*WHAT THE EXERCISE ASKS*: Scan the material below for "Library", then return each line that contains it.

*RECORDS TO PROCESS*:
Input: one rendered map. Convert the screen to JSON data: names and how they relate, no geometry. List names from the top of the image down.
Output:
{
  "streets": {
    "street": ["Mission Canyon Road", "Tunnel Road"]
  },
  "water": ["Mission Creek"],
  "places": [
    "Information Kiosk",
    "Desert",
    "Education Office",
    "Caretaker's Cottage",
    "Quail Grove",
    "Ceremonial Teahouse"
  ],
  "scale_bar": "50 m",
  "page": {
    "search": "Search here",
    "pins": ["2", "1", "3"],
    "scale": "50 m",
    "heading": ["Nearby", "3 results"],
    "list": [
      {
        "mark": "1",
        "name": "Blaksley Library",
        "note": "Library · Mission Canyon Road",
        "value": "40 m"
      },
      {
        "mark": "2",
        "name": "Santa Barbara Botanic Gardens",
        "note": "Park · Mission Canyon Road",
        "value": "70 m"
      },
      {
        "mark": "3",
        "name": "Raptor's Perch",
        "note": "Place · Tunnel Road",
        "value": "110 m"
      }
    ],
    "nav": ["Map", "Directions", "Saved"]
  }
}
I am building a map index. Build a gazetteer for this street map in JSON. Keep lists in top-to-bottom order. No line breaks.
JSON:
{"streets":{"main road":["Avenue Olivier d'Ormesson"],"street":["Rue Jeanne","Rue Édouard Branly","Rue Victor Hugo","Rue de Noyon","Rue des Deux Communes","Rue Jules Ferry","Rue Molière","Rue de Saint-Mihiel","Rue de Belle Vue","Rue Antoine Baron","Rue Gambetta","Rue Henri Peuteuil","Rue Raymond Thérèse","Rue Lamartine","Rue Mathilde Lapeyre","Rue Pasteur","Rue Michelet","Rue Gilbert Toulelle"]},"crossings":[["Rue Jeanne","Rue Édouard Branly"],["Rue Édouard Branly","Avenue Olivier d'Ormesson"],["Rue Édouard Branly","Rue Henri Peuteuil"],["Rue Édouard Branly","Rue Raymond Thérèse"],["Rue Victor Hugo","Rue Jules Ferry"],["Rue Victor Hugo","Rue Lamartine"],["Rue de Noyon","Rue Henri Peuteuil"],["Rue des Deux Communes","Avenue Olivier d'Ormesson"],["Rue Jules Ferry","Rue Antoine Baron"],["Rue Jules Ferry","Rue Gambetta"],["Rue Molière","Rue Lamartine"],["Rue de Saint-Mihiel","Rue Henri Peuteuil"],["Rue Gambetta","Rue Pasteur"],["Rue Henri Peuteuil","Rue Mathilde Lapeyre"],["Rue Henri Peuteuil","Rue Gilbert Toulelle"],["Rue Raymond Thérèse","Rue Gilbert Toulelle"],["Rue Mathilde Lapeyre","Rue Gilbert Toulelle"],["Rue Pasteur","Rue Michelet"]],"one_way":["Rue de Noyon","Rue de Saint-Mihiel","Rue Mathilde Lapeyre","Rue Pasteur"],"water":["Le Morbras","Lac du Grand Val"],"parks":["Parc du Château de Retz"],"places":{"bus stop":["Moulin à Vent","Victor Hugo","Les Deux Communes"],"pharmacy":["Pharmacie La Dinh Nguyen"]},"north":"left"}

*RESULT OF THE EXERCISE*:
        "name": "Blaksley Library",
        "note": "Library · Mission Canyon Road",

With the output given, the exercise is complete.